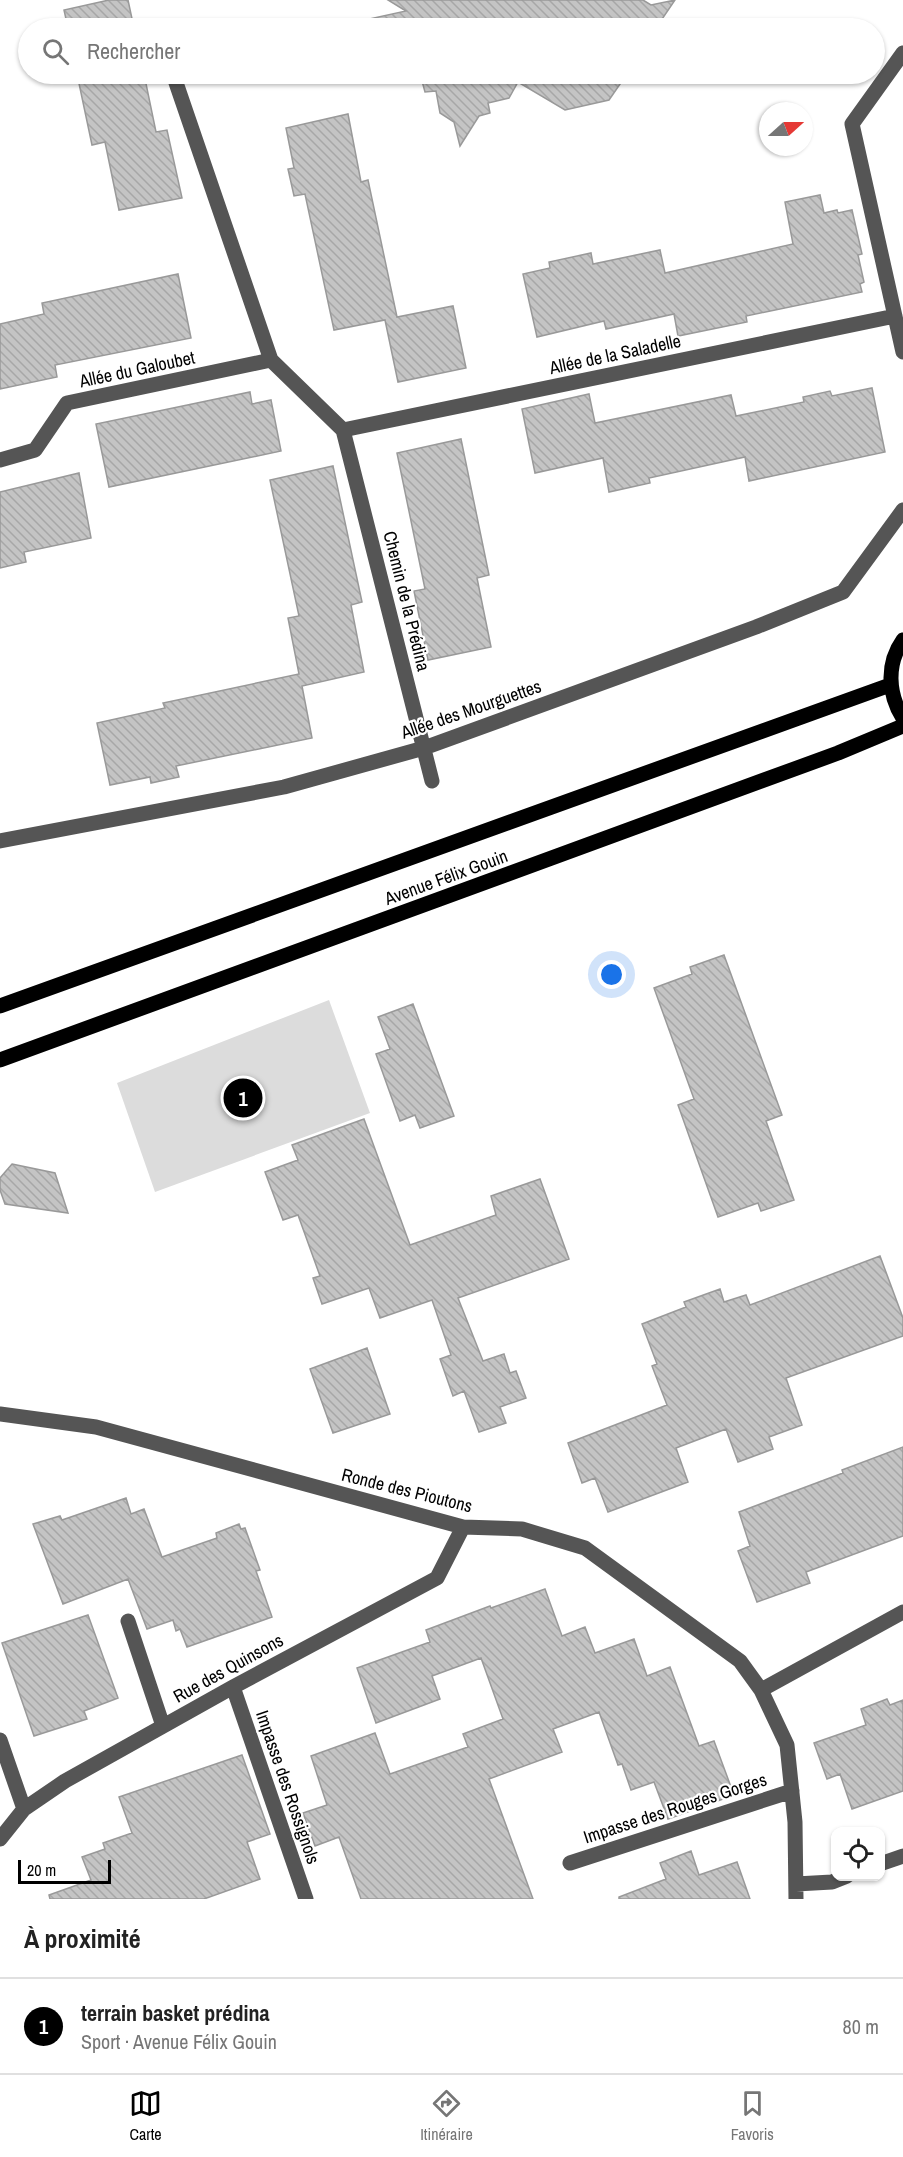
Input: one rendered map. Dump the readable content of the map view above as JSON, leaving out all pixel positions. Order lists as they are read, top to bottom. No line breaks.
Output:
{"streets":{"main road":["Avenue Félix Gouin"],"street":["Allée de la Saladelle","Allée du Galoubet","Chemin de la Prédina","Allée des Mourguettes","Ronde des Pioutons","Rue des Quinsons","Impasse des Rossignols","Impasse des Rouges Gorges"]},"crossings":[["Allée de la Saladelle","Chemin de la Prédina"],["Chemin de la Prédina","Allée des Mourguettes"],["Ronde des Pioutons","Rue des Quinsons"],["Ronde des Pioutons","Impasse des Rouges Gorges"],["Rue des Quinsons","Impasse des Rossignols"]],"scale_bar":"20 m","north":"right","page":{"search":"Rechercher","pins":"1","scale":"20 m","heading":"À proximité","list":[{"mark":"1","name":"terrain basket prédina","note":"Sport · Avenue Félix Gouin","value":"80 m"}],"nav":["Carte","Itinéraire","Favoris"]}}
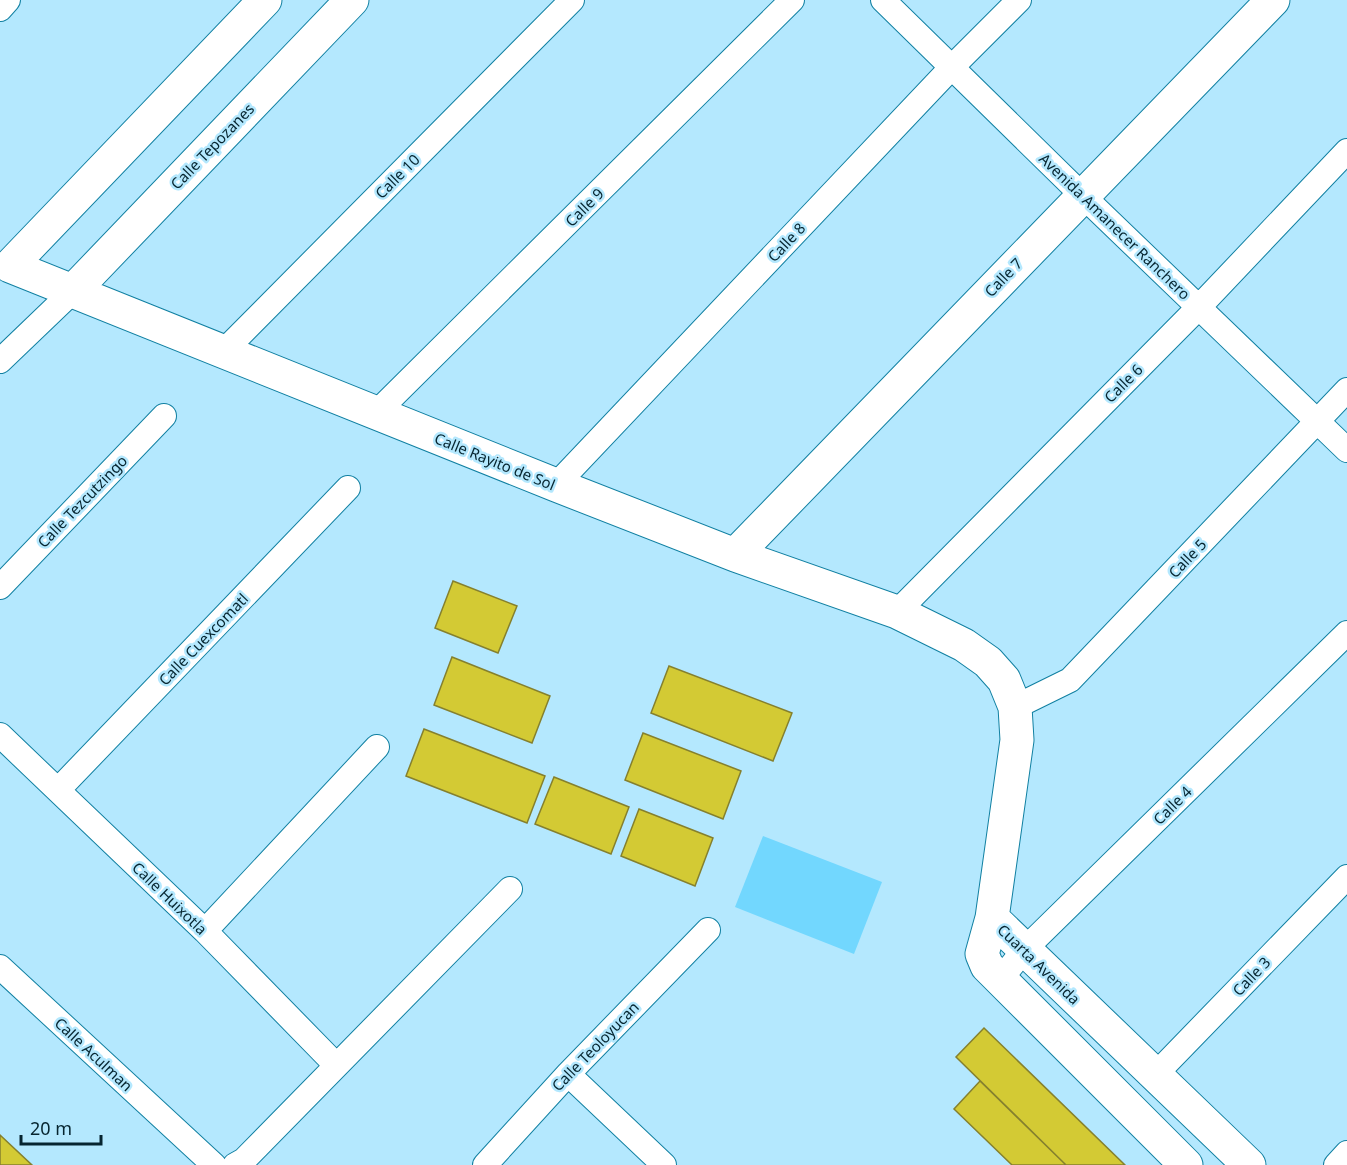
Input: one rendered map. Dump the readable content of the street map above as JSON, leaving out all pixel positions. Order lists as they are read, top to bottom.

How to complete this task: Each line above should be set down exactly as written, with pictures excluded.

Problem solution:
Input: one rendered map. Dump the readable content of the map view above as JSON, leaving out all pixel positions. Order lists as they are read, top to bottom. No line breaks.
Output:
{"streets":{"main road":["Avenue Félix Gouin"],"street":["Allée de la Saladelle","Allée du Galoubet","Chemin de la Prédina","Allée des Mourguettes","Ronde des Pioutons","Rue des Quinsons","Impasse des Rossignols","Impasse des Rouges Gorges"]},"crossings":[["Allée de la Saladelle","Chemin de la Prédina"],["Chemin de la Prédina","Allée des Mourguettes"],["Ronde des Pioutons","Rue des Quinsons"],["Ronde des Pioutons","Impasse des Rouges Gorges"],["Rue des Quinsons","Impasse des Rossignols"]],"scale_bar":"20 m","north":"right","page":{"search":"Rechercher","pins":"1","scale":"20 m","heading":"À proximité","list":[{"mark":"1","name":"terrain basket prédina","note":"Sport · Avenue Félix Gouin","value":"80 m"}],"nav":["Carte","Itinéraire","Favoris"]}}
Input: one rendered map. Dump the readable content of the street map above as JSON, leaving out all pixel positions. Order lists as they are read, top to bottom.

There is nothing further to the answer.